_WHAT IS NEEDED_.
For this exercise, copy out each line of the material below that includes "Minified".
* * * * *
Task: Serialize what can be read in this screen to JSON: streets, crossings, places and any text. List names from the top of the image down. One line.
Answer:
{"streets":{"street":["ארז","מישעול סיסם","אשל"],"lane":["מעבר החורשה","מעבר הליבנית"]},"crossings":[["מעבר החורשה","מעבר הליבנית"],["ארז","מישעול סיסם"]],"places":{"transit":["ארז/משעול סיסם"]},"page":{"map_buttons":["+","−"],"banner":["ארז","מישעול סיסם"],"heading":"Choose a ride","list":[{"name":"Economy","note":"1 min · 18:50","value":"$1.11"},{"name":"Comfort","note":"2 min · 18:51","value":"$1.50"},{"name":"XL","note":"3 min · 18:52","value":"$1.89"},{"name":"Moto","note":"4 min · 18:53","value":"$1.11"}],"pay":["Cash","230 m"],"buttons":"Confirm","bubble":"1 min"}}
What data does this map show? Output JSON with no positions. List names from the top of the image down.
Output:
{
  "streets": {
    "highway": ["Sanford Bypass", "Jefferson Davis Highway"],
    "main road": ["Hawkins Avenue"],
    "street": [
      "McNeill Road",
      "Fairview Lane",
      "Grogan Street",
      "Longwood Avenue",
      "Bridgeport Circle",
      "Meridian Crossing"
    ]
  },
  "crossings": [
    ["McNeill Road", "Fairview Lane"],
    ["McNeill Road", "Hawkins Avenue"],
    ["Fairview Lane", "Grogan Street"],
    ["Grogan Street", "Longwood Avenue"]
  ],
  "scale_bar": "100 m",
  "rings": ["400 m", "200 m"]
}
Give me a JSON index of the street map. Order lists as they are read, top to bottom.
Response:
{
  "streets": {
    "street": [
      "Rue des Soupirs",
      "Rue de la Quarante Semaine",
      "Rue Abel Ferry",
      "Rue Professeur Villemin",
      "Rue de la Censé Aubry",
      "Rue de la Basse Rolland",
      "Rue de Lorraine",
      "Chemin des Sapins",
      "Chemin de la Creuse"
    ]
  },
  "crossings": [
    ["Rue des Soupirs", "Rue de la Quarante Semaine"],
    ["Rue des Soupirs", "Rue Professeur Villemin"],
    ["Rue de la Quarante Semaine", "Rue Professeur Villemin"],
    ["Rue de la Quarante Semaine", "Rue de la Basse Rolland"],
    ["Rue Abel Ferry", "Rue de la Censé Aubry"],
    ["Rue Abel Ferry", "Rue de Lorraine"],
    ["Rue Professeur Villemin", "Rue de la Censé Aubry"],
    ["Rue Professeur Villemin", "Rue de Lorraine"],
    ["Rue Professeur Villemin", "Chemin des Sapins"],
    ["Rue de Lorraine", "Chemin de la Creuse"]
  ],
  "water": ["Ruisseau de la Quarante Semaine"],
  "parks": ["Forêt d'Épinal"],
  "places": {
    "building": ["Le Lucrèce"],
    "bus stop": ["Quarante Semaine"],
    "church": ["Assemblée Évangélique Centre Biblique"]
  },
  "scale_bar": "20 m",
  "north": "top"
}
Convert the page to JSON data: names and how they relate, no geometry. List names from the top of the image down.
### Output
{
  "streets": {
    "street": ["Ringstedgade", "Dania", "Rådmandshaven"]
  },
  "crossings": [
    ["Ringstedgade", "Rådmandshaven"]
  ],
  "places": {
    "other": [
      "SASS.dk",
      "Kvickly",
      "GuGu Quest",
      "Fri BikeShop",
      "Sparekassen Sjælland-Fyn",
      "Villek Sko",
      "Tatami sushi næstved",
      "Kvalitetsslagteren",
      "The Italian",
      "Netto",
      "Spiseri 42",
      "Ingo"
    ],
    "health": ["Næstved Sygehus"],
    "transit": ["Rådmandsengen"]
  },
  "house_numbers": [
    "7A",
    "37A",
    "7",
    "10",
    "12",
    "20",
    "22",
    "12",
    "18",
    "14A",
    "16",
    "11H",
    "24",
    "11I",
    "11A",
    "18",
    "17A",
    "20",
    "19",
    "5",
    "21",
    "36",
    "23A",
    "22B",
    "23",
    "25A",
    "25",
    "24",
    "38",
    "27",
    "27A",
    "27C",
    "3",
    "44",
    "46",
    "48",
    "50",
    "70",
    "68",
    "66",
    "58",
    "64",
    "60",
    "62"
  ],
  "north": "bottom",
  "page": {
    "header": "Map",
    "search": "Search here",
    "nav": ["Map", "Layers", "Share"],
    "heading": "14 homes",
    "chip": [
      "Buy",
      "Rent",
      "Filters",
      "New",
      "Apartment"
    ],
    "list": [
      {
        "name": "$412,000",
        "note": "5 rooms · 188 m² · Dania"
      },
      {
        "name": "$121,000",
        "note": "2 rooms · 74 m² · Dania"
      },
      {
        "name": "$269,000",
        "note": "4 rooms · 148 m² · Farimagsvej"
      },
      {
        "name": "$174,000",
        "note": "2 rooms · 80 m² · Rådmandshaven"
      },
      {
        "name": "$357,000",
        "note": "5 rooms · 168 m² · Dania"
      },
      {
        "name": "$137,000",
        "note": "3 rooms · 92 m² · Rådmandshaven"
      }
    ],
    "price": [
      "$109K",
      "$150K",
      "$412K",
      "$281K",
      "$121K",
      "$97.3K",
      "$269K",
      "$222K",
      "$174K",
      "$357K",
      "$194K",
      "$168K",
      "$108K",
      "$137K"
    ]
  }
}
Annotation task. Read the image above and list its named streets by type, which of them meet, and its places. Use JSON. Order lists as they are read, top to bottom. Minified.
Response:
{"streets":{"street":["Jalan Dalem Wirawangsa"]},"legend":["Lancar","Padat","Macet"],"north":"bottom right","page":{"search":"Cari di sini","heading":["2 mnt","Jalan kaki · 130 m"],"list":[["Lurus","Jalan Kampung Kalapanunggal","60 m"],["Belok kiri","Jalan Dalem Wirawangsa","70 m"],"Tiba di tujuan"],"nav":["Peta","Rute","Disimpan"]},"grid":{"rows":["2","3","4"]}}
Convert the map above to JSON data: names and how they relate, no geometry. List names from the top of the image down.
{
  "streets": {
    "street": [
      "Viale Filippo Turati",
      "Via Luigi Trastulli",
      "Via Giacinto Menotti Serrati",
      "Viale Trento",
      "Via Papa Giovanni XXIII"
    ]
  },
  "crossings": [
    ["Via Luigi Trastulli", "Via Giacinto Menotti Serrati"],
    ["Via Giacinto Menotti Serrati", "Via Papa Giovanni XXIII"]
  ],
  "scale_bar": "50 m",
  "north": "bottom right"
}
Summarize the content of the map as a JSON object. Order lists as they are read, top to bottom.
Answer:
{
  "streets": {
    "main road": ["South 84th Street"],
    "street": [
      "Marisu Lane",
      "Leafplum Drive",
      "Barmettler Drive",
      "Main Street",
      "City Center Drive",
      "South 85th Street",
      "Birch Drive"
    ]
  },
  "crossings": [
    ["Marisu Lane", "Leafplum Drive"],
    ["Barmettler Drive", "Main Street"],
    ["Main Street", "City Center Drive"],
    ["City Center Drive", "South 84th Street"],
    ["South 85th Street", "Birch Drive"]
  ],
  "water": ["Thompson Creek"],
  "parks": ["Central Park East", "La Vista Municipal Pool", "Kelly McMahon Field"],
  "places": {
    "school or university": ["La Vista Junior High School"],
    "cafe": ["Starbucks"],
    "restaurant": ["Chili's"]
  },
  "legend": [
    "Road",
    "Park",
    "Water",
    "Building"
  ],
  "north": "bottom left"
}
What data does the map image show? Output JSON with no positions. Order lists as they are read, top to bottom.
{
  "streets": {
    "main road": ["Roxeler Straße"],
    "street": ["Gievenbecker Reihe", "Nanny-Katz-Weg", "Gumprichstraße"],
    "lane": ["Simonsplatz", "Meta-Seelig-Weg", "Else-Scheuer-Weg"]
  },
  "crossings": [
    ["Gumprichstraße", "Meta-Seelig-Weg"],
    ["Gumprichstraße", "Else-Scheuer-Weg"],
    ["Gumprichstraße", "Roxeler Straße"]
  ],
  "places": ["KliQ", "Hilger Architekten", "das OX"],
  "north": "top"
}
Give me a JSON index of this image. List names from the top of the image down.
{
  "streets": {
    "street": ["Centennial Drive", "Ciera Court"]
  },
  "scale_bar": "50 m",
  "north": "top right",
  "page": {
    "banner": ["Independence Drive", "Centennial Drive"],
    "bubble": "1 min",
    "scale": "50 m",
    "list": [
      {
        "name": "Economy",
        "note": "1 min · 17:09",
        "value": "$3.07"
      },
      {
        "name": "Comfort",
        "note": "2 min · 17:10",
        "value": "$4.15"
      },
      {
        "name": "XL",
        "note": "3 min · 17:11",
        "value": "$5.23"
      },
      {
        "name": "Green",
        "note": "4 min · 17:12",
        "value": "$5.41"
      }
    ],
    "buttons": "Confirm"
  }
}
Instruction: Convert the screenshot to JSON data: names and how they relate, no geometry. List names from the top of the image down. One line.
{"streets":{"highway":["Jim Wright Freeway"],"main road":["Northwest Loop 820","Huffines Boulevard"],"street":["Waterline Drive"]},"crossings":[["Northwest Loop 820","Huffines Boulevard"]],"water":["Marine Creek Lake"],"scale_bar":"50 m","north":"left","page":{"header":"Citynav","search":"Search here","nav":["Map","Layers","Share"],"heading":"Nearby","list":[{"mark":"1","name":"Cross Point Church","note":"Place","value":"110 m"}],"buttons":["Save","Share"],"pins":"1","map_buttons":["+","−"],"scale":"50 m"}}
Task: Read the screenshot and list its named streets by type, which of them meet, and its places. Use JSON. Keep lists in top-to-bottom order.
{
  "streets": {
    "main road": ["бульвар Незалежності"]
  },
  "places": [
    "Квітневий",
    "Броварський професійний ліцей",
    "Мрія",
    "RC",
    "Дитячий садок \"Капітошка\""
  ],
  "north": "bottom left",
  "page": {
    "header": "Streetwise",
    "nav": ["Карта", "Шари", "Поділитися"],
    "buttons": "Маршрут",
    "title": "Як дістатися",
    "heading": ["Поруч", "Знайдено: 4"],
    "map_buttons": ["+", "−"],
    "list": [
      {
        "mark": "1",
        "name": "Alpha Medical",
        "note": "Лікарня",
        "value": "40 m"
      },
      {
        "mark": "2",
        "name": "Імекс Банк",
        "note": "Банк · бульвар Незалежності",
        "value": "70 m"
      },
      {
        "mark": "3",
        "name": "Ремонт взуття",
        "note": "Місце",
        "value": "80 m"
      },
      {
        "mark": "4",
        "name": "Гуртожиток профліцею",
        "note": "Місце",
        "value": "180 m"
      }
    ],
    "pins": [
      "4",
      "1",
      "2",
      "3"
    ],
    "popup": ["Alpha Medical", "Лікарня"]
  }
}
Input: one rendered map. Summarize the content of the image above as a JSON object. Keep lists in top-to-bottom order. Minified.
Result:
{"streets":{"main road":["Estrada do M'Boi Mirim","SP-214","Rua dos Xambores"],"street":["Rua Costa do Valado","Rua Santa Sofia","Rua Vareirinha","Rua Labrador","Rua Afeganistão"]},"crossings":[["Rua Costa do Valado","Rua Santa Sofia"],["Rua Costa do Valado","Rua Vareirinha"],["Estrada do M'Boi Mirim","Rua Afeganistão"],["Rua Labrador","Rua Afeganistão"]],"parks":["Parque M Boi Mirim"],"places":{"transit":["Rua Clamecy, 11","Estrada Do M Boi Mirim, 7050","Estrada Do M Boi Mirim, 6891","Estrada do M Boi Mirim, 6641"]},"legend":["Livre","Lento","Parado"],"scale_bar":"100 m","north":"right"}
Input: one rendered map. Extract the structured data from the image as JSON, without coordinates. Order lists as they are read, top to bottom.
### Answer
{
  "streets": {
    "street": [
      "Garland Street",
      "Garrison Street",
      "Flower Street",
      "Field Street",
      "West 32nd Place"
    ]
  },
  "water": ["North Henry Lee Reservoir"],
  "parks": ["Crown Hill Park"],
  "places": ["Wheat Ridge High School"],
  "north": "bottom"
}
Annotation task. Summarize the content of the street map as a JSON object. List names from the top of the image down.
* * * * *
_TASK ANSWER_.
Annotation task. Read the image above and list its named streets by type, which of them meet, and its places. Use JSON. Order lists as they are read, top to bottom. Minified.
Input: one rendered map. Summarize the content of the image above as a JSON object. Keep lists in top-to-bottom order. Minified.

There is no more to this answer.